As COP 25 opens in Madrid, the Resilience Shift is delighted to announce the launch of a Water Security Journal Special Issue on Building Resilience through Water.
This suite of peer-reviewed papers sets out a conceptual framework supported by a portfolio of applied research into water and the resilience of human and natural systems, including cities, infrastructure, energy and river basins.
The series has been steered by Dr Fred Boltz, Water Lead for the Global Centre on Adaptation, and a Resilience Shift Ambassador, who has led our work on urban water resilience in collaboration with Arup, 100 Resilient Cities, the Stockholm International Water Institute (SIWI), the World Bank, and numerous others.
The framing paper for this series, Water is a Master Variable: Solving for Resilience in the Modern Era, is now available online.
This paper explores our central thesis for the special issue, that a sound approach to understanding and solving for the resilience of human systems under future Earth system and societal change can be found by basing our designs on water.
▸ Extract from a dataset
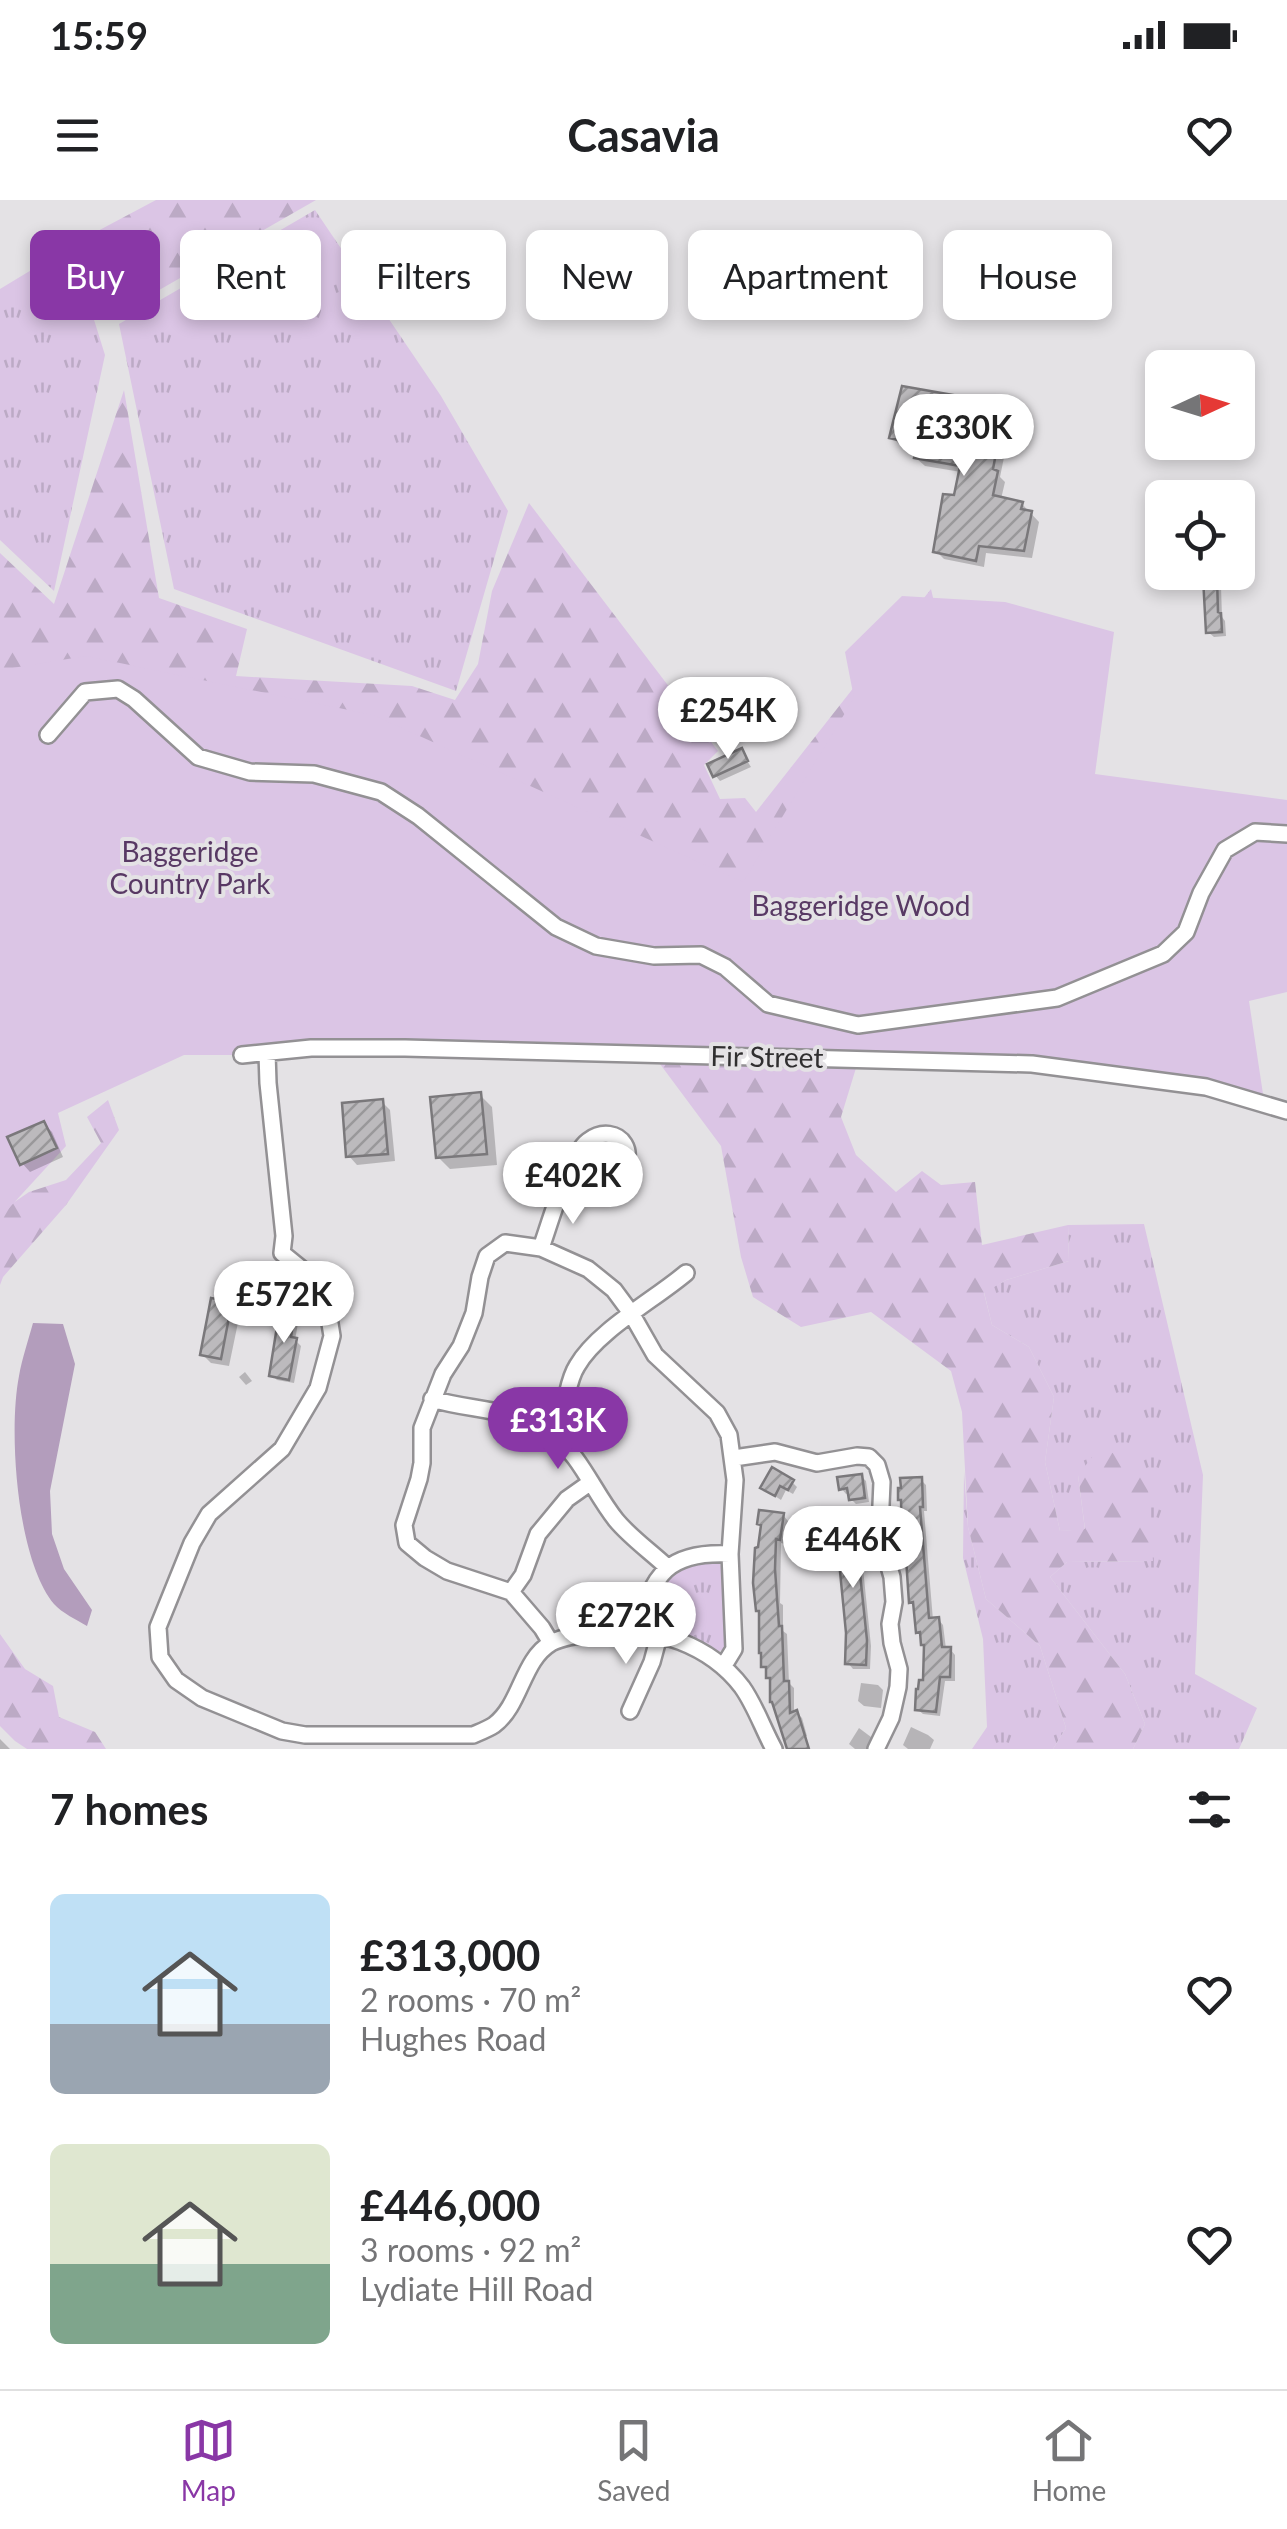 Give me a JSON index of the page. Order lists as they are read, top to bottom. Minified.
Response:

This paper emerged through a series of inspiring conversations with thought leaders in resilience, freshwater ecology, systems science and engineering.
Fred says, “It was a thrill and a true honor to explore, challenge and develop this argument and resilience pathway with such brilliant and committed colleagues from leading institutions in resilience and water science, including the Stockholm Resilience Center, the Alliance for Global Water Adaptation, the University of Massachusetts, Amherst and the Resilience Shift.”
The Special Issue builds upon this thesis, considering further how water may inform our efforts to design for resilience. Water is a defining element in human and natural systems. Human civilization and water systems have co-evolved as a coupled system, with the majority of natural freshwater systems transformed to meet our demands. Shifting patters of water availability in space and time will define key pathways and tipping points for our resilience, and thus requirements for water system resilience must guide the trajectories and boundaries of human development.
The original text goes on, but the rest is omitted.